Working on a cluster or a supercomputer necessitates playing well with others. The workstation that you may sit at during work is rarely shared with more than a few people, but large shared resources can service tens to thousands of people. The computations that you run must be submitted to a "scheduler", which determines when the computation runs. A scheduler sets up the order of "job" execution.

The Portable Batch System (PBS) is the de facto standard for NSF, DOE and many other computer systems. The PBS system defines a set of commands and directives that can be used to control a job. A list (not exhaustive) of the main commands are: qsub, qstat, qhold, qalter and qdel. Really you probably only need qsub, qstat and qdel until your jobs get a little more advanced.
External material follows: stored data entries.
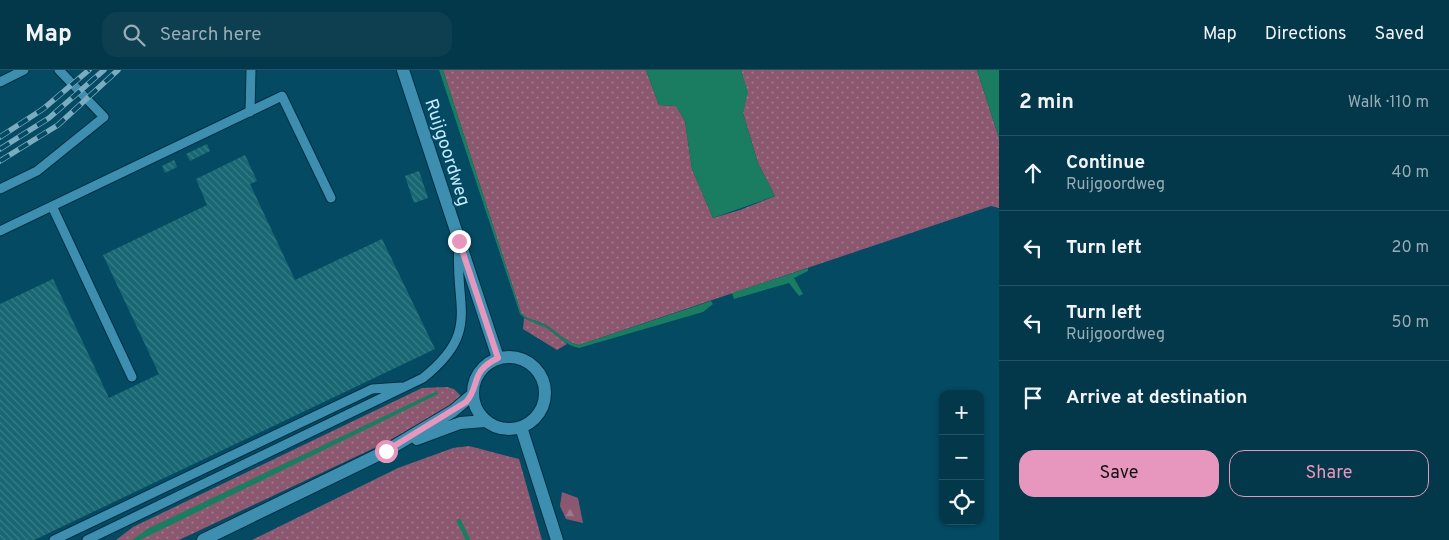 <!DOCTYPE html>
<html lang="en">
<head>
<meta charset="utf-8">
<style>
	:root { --surface:#03384a; --page:#0d3f51; --text:#f1f3f6; --muted:#97acb5; --line:#245262; --accent:#e797bd }
	body { margin:0; font-family:Overpass,sans-serif; background:var(--page); color:var(--text) }
	.controls { position:absolute; right:15px; bottom:15px; display:grid; overflow:hidden; border-radius:10px; box-shadow:0 1px 4px #0004 }
	.controls button { width:45px; height:45px; display:grid; place-items:center; padding:0; border:0; border-bottom:1px solid var(--line); background:var(--surface); color:var(--text); font:25px sans-serif }
	.stop { position:absolute; width:15px; height:15px; margin:-11px; border:4px solid #e797bd; border-radius:50%; background:#fff }
	.stop.end { background:#e797bd; border-color:#fff; box-shadow:0 1px 5px #0008 }
	.list { margin:0; padding:0; list-style:none }
	h2 { display:flex; justify-content:space-between; align-items:center; height:65px; margin:0; padding:0 20px; font-size:21px }
	h2 small { font-size:16px; font-weight:400; color:var(--muted) }
	.list li { display:grid; grid-template-columns:32px 1fr auto; gap:15px; align-items:center; box-sizing:border-box; height:75px; padding:0 20px; border-top:1px solid var(--line) }
	.list b { display:block; font-size:19px; white-space:nowrap }
	.list p { margin:0; font-size:16px; white-space:nowrap; color:var(--muted) }
	.list em { font-size:16px; font-style:normal; color:var(--muted) }
	.actions { display:flex; gap:10px; padding:15px 20px }
	.actions a { flex:1; padding:11px 0; border:1px solid var(--accent); border-radius:15px; text-align:center; font-size:18px; color:var(--accent) }
	.actions .main { background:var(--accent); color:#111 }
	.icon { flex:none; width:28px; height:28px; fill:none; stroke:currentColor; stroke-width:2; stroke-linecap:round; stroke-linejoin:round }
	.map { position:relative; flex:none; width:999px; height:470px; overflow:hidden }
	header { display:flex; align-items:center; gap:30px; box-sizing:border-box; height:70px; padding:0 25px; background:var(--surface); border-bottom:1px solid var(--line) }
	header strong { font-size:24px }
	nav { display:flex; gap:28px; margin-inline-start:auto; font-size:18px }
	.search { width:350px; height:45px; background:var(--page); display:flex; align-items:center; gap:12px; box-sizing:border-box; padding:0 18px; border-radius:15px; color:var(--muted); font-size:19px }
	main { display:flex }
	aside { flex:1; background:var(--surface) }
	.map>svg:first-child { display:block }
	.grass { fill:url(#grass-dots) }
	.forest { fill:url(#forest-firs) }
	.water { fill:#1a7d62 }
	.lines { fill:none; stroke-linecap:round; stroke-linejoin:round }
	.stream { stroke:#1a7d62; stroke-width:4.5 }
	.building { fill:url(#building-back-hatch) }
	.lane-casing { stroke:#012f40; stroke-width:11 }
	.street-casing { stroke:#012f40; stroke-width:14 }
	.lane { stroke:#3e8eb0; stroke-width:9 }
	.street { stroke:#3e8eb0; stroke-width:12 }
	.rail-casing { stroke:#7aacc1; stroke-width:5.5 }
	.rail { stroke:#044a63; stroke-width:4; stroke-dasharray:11; stroke-linecap:butt }
	.route { stroke:#e797bd; stroke-width:6 }
	.labels { text-anchor:middle; stroke-width:4; stroke-linejoin:round; paint-order:stroke }
	.street-label { font-size:18px; fill:#c6ebfe; stroke:#044a63 }
</style>
</head>
<body>
<header>
<strong>Map</strong>
<div class="search"><svg class="icon" aria-label="search" viewBox="0 0 24 24"><circle cx="10" cy="10" r="6"/><path d="M15 15l6 6"/></svg>Search here</div>
<nav><a>Map</a><a>Directions</a><a>Saved</a></nav>
</header>
<main>
<div class="map">
<svg width="999" height="470" viewBox="0 0 999 470">
	<defs>
		<pattern id="grass-dots" width="8" height="8" patternUnits="userSpaceOnUse" patternTransform="scale(1.25)"><rect width="8" height="8" fill="#8b5870"/><path d="M2 2h.1M6 6h.1" fill="none" stroke="#9f788d" stroke-width="1.8" stroke-linecap="round"/></pattern>
		<pattern id="forest-firs" width="22" height="20" patternUnits="userSpaceOnUse" patternTransform="scale(1.25)"><rect width="22" height="20" fill="#8b5870"/><path d="M5 1l3.5 6h-7zM16 11l3.5 6h-7z" fill="#9f788d"/></pattern>
		<pattern id="building-back-hatch" width="6" height="6" patternUnits="userSpaceOnUse" patternTransform="scale(1.25)"><rect width="6" height="6" fill="#186773"/><path d="M-1 5l2 2M0 0l6 6M5-1l2 2" fill="none" stroke="#387d88"/></pattern>
	</defs>
	<rect width="100%" height="100%" fill="#044a63"/>
	<path class="grass" d="M443 0H646L659 35 676 36 685 51 692 99 713 148 740 140 775 126 758 93 743 43 747 22 741 0H977L999 68V138L991 136 579 275C564 272 556 260 544 254 536 250 527 250 521 243Z
		M524 248 547 258 567 274 557 280 523 259Z
		M447 317 454 319 461 326 456 333 387 372 179 470H116L133 457 422 318Z
		M469 376 519 389 542 470H252L398 398 453 378Z"/>
	<path class="forest" d="M562 422 578 428 583 453 566 449 560 436Z"/>
	<path class="water" d="M439 0H443L521 243C527 250 536 250 544 254 556 260 564 272 579 275L711 231 713 234 703 242 579 278C565 275 560 267 548 259 539 253 528 253 520 244Z
		M646 0H741L748 22 743 43 758 93 775 126 713 148 692 99 685 51 676 36 659 35Z
		M977 0H999V68Z
		M808 198V201L794 208 803 224 799 226 789 213 734 229 732 223Z
		M437 321 438 324 140 470H132L147 459Z"/>
	<g class="lines">
		<path class="stream" d="M459 451 468 470"/>
	</g>
	<path class="building" d="M207 74 210 81 190 91 186 84Z
		M245 85 257 111 250 114 295 210 382 169 435 279 34 470H0V234L53 209 109 328 159 304 103 185 207 135 196 109Z
		M174 90 177 97 165 103 162 96Z
		M419 101 428 128 414 133 405 106Z"/>
	<g class="lines">
		<defs>
			<path id="lane" d="M0 12 24 0
				M250 42 251 0
				M0 119 37 101 104 47 59 0
				M52 136 132 307
				M0 161 282 26 331 128
				M54 470 372 319 401 317
				M87 470 423 308C482 261 454 237 459 176"/>
			<path id="street" d="M403 0 498 288
				M473 323a36 36 0 1 1 72 0a36 36 0 1 1-72 0Z
				M521 357 557 470
				M417 369 460 353 485 351
				M203 470 386 381 453 341 472 325"/>
		</defs>
		<use href="#lane" class="lane-casing"/>
		<use href="#street" class="street-casing"/>
		<use href="#lane" class="lane"/>
		<use href="#street" class="street"/>
		<defs>
			<path id="rail" d="M0 67 43 39 89 0
				M0 79 49 48 104 0
				M0 91 58 55 118 0"/>
		</defs>
		<use href="#rail" class="rail-casing"/>
		<use href="#rail" class="rail"/>
	</g>
	<g class="lines">
		<path class="route" d="M386 381 466 332C481 315 469 302 498 288L459 171"/>
	</g>
	<g class="labels">
		<g class="street-label">
			<text transform="translate(448 82) rotate(72)" y="6">Ruijgoordweg</text>
		</g>
	</g>
</svg>
<div class="controls">
<button>+</button>
<button>−</button>
<button><svg class="icon" aria-label="locate" viewBox="0 0 24 24"><circle cx="12" cy="12" r="6"/><path d="M12 2v4M12 18v4M2 12h4M18 12h4"/></svg></button>
</div>
<div class="stop" style="left:386px;top:381px"></div>
<div class="stop end" style="left:459px;top:171px"></div>
</div>
<aside>
<h2>2 min<small>Walk · 110 m</small></h2>
<ul class="list">
<li><svg class="icon" aria-label="ahead" viewBox="0 0 24 24"><path d="M12 20V5M6 11l6-6 6 6"/></svg><div><b>Continue</b><p>Ruijgoordweg</p></div><em>40 m</em></li>
<li><svg class="icon" aria-label="left" viewBox="0 0 24 24"><path d="M17 20v-9H6M10 6l-5 5 5 5"/></svg><div><b>Turn left</b></div><em>20 m</em></li>
<li><svg class="icon" aria-label="left" viewBox="0 0 24 24"><path d="M17 20v-9H6M10 6l-5 5 5 5"/></svg><div><b>Turn left</b><p>Ruijgoordweg</p></div><em>50 m</em></li>
<li><svg class="icon" aria-label="arrive" viewBox="0 0 24 24"><path d="M6 21V4h12l-3 4 3 4H6"/></svg><div><b>Arrive at destination</b></div></li>
</ul>
<div class="actions"><a class="main">Save</a><a>Share</a></div>
</aside>
</main>
</body>
</html>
To describe briefly the each command: When creating a job, you can submit it from the command line with a command such as "qsub -l nodes=1 ..." command or pass a file that describes the job such as "qsub filename". I prefer the second, and suggest you use a file too. Once you've submitted a job, you can check where in line and what the status of the job is using the qstat command. And in the off-chance that you want to delete a job you've already submitted, you can issue the command "qdel jobid" where the job ID is that reported by qstat.

Job Submission

Submitting a job is the most important, and having a good submission script can really make your life easy, as types with a one line submission cause a lot of aggravation; I've spent dozens of hours debugging crappy qsub lines. The general form of a queue script is:

<directives>

<environment setup>

<job submission>

Each of the subsections are rather important. Directives tell the scheduler how to run the job. These include accounting for the number of resources needed, the queue to use (if there are multiple queues available), definition of the job name and any reporting based on errors. I usually use a set of directives like:

#!/bin/sh
#PBS -N <job name>
#PBS -l nodes=<number of nodes>,walltime=<HH>:<MM>:<SS>
#PBS -j <job output file>
#PBS -abe <email@site.domain>

#PBS -q <queue name>

Here, each of the variables in between < > must be specified. The first is the job name that shows up in the qstat command. Next you may specify the number of nodes used as well as the number of hours, minutes and seconds the job should run, as an example 11:59:59 which will run for almost 12 hours. The next command defines the file that writes output files for both normal and error output. This output, is not the normal output from the job (we define it later in the file), but the output and error logging from the batch scheduler and any job issues are written to the file. The next command says to email the specified address when the jobs beings, "b", ends, "e", or aborts due to abnormal execution "a". This option will spam your email address and you may want to only specify the "e" or "b" option. The final option specifies which queue to submit the job to (in the case that there are multiple jobs; otherwise leave this option out).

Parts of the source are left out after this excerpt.